LSVD: CSD in Warschau muss stattfinden - Menschenrechte mit Füßen getreten
10.06.2005 - 11:39 , LSVD

Zum morgigen Christopher Street Day in Warschau erklärt Philipp Braun, Sprecher des Lesben- und Schwulenverbandes Deutschlands (LSVD):

Der Lesben- und Schwulenverband (LSVD) fordert den Warschauer Bürgermeister Lech Kaczynski auf, seinen Widerstand gegen den morgigen Christopher Street Day (CSD) aufzugeben. Die geplanten "Freiheitskundgebungen" müssen ungehindert stattfinden können. Elementare demokratische Prinzipien wie die Meinungs- und Versammlungsfreiheit dürfen nicht länger mit Füßen getreten werden.

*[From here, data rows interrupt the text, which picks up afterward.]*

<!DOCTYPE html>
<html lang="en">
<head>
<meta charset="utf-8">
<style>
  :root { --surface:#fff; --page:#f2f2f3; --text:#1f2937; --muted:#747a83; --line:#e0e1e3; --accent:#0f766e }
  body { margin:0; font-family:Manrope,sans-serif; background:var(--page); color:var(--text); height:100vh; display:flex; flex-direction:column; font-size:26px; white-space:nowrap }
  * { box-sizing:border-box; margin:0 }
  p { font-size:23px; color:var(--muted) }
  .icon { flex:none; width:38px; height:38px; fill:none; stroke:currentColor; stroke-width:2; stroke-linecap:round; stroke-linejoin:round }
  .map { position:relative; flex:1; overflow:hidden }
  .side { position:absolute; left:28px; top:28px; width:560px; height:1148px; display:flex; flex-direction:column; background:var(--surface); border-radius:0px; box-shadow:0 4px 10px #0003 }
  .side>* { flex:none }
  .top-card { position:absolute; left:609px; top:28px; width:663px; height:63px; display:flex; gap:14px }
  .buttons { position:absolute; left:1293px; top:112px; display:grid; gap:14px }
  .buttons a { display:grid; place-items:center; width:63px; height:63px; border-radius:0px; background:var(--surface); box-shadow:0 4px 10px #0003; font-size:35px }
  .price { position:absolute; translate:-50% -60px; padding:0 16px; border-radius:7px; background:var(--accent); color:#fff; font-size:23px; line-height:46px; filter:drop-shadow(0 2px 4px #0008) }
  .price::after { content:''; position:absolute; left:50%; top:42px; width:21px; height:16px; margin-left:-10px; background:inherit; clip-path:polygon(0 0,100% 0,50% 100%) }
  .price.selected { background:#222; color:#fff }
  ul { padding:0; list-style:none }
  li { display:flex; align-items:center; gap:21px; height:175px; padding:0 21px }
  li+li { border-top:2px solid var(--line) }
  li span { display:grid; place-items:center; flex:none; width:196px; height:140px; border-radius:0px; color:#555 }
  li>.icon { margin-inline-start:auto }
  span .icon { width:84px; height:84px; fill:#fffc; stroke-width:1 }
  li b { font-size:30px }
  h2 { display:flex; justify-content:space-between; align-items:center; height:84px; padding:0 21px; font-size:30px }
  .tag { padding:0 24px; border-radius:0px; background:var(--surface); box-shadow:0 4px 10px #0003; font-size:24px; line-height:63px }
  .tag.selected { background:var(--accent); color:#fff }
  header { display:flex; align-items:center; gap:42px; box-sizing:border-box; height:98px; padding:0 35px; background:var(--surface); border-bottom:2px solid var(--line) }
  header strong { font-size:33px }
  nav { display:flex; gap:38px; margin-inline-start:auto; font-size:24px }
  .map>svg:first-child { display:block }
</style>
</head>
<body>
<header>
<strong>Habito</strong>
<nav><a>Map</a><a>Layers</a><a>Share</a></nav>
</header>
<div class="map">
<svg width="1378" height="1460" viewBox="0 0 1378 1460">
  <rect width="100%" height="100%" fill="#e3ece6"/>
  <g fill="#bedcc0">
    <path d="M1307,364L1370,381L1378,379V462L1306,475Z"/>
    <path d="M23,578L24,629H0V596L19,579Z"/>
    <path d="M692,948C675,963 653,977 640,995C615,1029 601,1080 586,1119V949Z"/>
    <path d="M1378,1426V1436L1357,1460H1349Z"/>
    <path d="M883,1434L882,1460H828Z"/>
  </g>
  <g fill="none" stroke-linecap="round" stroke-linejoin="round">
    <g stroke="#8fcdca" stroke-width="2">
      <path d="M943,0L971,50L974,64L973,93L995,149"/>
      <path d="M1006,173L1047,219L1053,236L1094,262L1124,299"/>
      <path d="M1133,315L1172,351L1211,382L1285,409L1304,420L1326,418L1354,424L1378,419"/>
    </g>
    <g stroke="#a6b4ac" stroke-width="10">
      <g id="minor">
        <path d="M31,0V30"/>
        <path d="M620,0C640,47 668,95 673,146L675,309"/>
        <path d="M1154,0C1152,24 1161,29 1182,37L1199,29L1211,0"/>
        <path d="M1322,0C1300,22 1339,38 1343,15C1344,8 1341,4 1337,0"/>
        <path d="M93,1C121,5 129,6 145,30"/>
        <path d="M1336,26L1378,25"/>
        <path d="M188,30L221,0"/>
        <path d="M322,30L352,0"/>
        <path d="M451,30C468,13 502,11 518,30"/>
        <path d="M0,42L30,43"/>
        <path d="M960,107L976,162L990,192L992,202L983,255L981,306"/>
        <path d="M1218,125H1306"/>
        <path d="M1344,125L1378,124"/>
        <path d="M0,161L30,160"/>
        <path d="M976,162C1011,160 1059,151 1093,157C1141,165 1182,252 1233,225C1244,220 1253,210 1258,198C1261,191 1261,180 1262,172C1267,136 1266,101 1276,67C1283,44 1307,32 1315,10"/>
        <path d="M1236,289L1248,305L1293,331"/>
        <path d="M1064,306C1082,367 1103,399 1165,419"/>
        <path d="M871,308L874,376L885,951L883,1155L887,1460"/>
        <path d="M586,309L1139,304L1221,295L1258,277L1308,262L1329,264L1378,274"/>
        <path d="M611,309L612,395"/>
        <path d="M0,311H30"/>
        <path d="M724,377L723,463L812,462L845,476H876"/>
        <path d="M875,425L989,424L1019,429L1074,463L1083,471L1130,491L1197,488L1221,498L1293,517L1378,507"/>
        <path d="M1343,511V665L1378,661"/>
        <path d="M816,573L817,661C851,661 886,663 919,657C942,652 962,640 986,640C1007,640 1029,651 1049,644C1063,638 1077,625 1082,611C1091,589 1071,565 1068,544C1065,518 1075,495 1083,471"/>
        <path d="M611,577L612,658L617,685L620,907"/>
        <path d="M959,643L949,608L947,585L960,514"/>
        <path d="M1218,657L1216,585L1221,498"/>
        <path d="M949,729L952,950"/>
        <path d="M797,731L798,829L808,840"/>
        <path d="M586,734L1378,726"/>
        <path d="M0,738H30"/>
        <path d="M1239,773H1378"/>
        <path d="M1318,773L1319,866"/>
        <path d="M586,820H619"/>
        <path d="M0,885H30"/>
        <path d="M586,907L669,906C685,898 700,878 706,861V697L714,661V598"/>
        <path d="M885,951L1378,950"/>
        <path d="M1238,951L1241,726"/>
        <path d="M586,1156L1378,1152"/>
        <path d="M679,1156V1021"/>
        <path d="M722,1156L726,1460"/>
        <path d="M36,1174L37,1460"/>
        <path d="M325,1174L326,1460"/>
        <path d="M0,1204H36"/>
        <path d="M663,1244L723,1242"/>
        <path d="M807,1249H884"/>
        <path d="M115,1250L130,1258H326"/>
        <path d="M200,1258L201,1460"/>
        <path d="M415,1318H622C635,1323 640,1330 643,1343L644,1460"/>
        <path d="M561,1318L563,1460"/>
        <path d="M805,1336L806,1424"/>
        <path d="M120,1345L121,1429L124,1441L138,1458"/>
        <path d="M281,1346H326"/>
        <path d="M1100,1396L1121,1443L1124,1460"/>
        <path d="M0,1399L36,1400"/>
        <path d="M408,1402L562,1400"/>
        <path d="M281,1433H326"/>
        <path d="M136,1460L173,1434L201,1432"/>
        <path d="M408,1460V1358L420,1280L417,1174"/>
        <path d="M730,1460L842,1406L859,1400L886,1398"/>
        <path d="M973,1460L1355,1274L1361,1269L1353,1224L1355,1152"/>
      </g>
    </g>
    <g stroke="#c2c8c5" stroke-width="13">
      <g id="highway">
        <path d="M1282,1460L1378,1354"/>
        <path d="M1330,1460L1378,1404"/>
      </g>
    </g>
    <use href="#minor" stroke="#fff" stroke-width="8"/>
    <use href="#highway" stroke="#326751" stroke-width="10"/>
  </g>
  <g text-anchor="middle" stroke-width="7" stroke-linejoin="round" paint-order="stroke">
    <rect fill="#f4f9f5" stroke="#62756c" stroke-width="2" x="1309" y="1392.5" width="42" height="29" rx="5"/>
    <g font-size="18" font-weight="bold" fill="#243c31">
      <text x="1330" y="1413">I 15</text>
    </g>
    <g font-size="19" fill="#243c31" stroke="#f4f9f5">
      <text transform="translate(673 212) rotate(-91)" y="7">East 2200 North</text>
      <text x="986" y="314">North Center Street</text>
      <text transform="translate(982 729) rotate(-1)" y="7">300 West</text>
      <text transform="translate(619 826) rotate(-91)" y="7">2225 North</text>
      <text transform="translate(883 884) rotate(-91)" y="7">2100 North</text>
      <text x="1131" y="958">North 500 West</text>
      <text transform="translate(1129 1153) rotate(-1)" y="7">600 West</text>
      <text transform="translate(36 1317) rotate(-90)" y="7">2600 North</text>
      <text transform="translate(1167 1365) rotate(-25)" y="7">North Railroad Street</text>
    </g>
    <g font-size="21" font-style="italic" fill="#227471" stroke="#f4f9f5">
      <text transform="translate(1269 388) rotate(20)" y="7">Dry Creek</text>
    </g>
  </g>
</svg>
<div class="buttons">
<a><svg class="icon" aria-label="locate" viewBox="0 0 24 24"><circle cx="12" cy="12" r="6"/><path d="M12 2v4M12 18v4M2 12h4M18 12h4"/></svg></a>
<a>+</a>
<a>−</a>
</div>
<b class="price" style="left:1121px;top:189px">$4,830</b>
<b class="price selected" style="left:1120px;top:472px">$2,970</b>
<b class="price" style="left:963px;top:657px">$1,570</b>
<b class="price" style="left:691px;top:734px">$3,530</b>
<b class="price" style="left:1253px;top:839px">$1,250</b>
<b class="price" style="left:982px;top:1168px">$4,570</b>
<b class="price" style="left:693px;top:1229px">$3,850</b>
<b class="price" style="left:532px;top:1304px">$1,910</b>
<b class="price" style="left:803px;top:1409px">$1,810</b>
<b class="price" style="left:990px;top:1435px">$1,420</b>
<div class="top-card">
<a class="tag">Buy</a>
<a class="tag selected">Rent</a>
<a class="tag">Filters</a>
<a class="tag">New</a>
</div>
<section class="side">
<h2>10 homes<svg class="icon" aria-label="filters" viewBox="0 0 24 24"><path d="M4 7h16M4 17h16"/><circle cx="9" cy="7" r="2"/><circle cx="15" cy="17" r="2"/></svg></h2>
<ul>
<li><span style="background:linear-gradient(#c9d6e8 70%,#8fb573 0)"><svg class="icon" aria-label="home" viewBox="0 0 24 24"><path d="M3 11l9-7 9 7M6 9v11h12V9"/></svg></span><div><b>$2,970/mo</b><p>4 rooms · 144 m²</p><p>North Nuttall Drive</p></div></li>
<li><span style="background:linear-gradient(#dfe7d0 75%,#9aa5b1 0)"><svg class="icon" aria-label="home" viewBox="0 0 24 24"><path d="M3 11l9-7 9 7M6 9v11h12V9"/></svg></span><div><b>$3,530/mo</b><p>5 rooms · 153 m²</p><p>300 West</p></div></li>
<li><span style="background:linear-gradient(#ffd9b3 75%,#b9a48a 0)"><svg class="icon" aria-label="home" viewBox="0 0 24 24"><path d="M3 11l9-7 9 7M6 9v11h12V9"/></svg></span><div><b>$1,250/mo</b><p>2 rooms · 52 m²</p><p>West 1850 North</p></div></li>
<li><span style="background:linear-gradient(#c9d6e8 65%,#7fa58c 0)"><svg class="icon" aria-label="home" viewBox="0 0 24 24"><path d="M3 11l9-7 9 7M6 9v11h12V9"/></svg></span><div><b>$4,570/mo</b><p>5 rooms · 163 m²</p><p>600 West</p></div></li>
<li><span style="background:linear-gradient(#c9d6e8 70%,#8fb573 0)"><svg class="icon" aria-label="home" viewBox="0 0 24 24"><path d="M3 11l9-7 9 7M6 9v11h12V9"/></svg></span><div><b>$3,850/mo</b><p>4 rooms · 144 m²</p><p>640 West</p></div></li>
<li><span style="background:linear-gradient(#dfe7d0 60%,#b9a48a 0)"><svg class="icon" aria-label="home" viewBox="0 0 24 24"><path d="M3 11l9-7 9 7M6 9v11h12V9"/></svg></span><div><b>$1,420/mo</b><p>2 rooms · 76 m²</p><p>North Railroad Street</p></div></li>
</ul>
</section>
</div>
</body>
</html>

Lesben und Schwule haben das selbstverständliche Recht, für ihre Anliegen zu demonstrieren.

Lech Kaczynski versucht seit Wochen, den Christopher Street Day mit einer homosexuellenfeindlichen Hasskampagne und Verboten zu verhindern. Hintergrund dürften Kaczy?skis Ambitionen sein, polnischer Präsident zu werden.

Kaczynskis Verhalten hat international einen Sturm der Entrüstung ausgelöst. So haben sich 48 Bundestagsabgeordnete in einem vom Lesben- und Schwulenverband initiierten Appell an den polnischen Präsidenten, den Ministerpräsidenten und den Marschall des polnischen Parlaments "Sejm" gewandt. Sie wurden aufgefordert, dafür Sorge zu tragen, "dass die Gleichberechtigungsparade stattfinden kann und das Grundrecht auf Meinungs-, Rede- und Versammlungsfreiheit nicht verletzt wird". Der Appell wurde insgesamt von rund 3000 Organisationen und Einzelpersonen aus über 90 Ländern unterzeichnet. Weitere Infos unter: http://ilga.org/petition_detail.asp?PetitionIdentification=4

Auch die Sozialdemokratische Fraktion im Europaparlament hat sich mit einem Aufruf an die polnische Regierung und das polnische Volk gewandt.

Die LSVD- Vorstandsmitglieder Günter Dworek und Jacques Teyssier sowie der Pressesprecher Alexander Zinn nehmen am morgigen Christopher Street Day in Warschau teil. LSVD, 10.6.2005 (mc)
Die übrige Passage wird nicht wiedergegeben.